Ambos son aceros austeníticos — el tipo más usado en la industria alimentaria, farmacéutica y química. La diferencia clave está en la composición:
El AISI 304 contiene aproximadamente 18% de cromo y 8% de níquel. Es el «inoxidable estándar» — excelente resistencia a la corrosión en ambientes secos o moderadamente húmedos, fácil de soldar, ampliamente disponible y económico.
El AISI 316L agrega molibdeno (entre 2% y 3%) a esa fórmula. El molibdeno es el que cambia todo: aumenta drásticamente la resistencia a la corrosión por cloruros y por ambientes ácidos. La «L» indica bajo contenido de carbono, lo que mejora la resistencia a la corrosión en zonas soldadas — un punto crítico en la fabricación de equipos.
¿Cuándo alcanza el 304?
El 304 es más que suficiente en la mayoría de las aplicaciones generales. Funciona muy bien con agua, aceites, productos alimentarios neutros, polvos secos y la mayoría de los productos que no tienen alta acidez ni presencia de cloruros.
También es la elección habitual para estructuras, soportes, tapas y componentes que no están en contacto directo con el producto, donde la resistencia mecánica importa más que la resistencia química.
¿Cuándo es necesario el 316L?
Productos con cloruros. La sal de mesa (cloruro de sodio) en concentración alta, soluciones salinas, y muchos productos de limpieza contienen cloruros que atacan al 304. El 316L resiste ese ataque gracias al molibdeno.
Productos ácidos. Jugos cítricos, productos fermentados, soluciones con pH bajo — en estos casos el 316L ofrece una barrera de corrosión significativamente mejor.
Industria farmacéutica y veterinaria.

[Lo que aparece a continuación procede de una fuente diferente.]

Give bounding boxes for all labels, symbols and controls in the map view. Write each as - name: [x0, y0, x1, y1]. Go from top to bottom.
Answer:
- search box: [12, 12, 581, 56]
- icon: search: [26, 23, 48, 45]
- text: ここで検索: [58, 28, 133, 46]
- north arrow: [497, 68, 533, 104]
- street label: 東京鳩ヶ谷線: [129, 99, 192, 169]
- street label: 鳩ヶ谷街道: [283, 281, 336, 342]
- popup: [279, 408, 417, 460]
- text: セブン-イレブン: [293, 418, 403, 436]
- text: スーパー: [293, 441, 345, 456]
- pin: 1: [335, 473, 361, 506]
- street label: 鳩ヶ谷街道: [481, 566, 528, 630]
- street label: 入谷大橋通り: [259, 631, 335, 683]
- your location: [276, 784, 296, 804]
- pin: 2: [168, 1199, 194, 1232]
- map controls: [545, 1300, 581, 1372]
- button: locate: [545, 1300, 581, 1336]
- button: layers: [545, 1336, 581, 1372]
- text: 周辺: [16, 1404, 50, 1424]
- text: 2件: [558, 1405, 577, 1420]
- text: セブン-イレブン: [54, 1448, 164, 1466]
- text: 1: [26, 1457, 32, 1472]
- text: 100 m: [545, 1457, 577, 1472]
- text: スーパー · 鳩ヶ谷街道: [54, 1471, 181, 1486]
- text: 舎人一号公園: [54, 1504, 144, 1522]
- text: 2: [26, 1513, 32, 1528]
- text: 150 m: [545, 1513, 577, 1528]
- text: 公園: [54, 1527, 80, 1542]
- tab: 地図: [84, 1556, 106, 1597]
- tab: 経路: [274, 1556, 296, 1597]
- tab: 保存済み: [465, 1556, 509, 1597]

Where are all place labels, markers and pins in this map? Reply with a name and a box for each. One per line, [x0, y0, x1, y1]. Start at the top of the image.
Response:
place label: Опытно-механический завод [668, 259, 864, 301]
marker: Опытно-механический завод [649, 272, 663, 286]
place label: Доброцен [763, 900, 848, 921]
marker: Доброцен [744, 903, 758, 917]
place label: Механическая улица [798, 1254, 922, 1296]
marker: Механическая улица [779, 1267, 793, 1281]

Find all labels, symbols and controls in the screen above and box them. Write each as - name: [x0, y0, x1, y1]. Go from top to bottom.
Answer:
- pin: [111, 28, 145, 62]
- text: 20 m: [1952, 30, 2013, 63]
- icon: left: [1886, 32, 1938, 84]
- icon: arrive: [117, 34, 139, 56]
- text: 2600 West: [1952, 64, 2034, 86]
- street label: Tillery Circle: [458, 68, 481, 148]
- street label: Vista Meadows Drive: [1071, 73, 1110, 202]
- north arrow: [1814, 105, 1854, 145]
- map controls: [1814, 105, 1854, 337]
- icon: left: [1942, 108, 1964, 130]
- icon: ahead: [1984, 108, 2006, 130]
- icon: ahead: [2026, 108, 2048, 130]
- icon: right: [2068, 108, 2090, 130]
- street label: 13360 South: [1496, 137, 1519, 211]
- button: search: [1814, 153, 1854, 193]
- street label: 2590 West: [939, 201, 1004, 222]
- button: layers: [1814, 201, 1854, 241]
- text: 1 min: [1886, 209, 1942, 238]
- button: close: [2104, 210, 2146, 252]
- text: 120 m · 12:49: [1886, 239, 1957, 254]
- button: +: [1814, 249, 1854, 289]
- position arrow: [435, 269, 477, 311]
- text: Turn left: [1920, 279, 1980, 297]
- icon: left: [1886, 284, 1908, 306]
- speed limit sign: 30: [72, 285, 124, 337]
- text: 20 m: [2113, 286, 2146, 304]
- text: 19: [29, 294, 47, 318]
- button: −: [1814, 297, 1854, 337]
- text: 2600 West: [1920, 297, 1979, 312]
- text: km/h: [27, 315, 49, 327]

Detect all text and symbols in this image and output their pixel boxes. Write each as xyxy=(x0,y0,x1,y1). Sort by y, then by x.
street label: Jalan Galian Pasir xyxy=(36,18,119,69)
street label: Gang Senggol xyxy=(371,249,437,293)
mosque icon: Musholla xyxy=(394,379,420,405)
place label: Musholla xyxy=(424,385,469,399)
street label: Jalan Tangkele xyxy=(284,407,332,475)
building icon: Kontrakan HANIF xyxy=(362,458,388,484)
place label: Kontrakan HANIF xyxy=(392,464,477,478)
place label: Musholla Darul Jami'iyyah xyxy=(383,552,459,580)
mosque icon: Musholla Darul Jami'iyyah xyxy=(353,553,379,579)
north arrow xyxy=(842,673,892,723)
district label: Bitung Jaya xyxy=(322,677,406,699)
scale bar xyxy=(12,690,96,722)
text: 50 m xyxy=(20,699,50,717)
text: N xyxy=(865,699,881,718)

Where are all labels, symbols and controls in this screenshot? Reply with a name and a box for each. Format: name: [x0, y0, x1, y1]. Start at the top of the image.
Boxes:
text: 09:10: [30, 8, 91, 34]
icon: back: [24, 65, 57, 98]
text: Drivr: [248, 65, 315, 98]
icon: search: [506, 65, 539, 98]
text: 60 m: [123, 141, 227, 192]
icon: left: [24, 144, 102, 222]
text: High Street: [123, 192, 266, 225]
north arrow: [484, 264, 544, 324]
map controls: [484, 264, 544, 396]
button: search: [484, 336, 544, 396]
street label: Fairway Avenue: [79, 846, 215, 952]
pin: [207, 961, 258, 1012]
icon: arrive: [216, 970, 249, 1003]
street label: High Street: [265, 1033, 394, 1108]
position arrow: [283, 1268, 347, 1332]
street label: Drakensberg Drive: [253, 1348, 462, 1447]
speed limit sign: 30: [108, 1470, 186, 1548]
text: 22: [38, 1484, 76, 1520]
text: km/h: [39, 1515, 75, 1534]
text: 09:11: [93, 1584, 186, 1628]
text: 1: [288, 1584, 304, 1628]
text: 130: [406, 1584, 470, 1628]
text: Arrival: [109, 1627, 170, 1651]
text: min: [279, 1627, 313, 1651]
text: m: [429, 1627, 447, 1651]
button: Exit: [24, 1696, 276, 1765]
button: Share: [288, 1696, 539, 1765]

Las normativas y buenas prácticas de manufactura del sector suelen requerir 316L en superficies en contacto con el producto, no solo por resistencia química sino por facilidad de limpieza y menor rugosidad superficial tras el pulido.
Ambientes con limpieza agresiva. Los agentes de limpieza CIP — especialmente los que contienen cloro o ácidos — son corrosivos. Si el equipo va a limpiarse frecuentemente con estos productos, el 316L extiende significativamente la vida útil de las piezas en contacto.
El acabado superficial también importa
Más allá del grado del material, el acabado superficial determina cuánto se adhiere el producto y qué tan fácil es limpiar. Un pulido electroquímico (electropolish) sobre 316L da la superficie más lisa y resistente disponible en la industria — el estándar en equipos farmacéuticos de alto requerimiento.
Para aplicaciones alimentarias generales, un acabado sanitario estándar en 304 o 316L es suficiente, siempre que las uniones y soldaduras estén correctamente terminadas para evitar acumulación de producto.
La decisión en la práctica
En Velkron la selección de material forma parte del diagnóstico inicial. El producto, el proceso de limpieza y la industria definen el material — no el costo del metro cuadrado de chapa. Un equipo bien especificado desde el inicio sale más barato a largo plazo que uno subdimensionado que empieza a dar problemas en los primeros años de operación.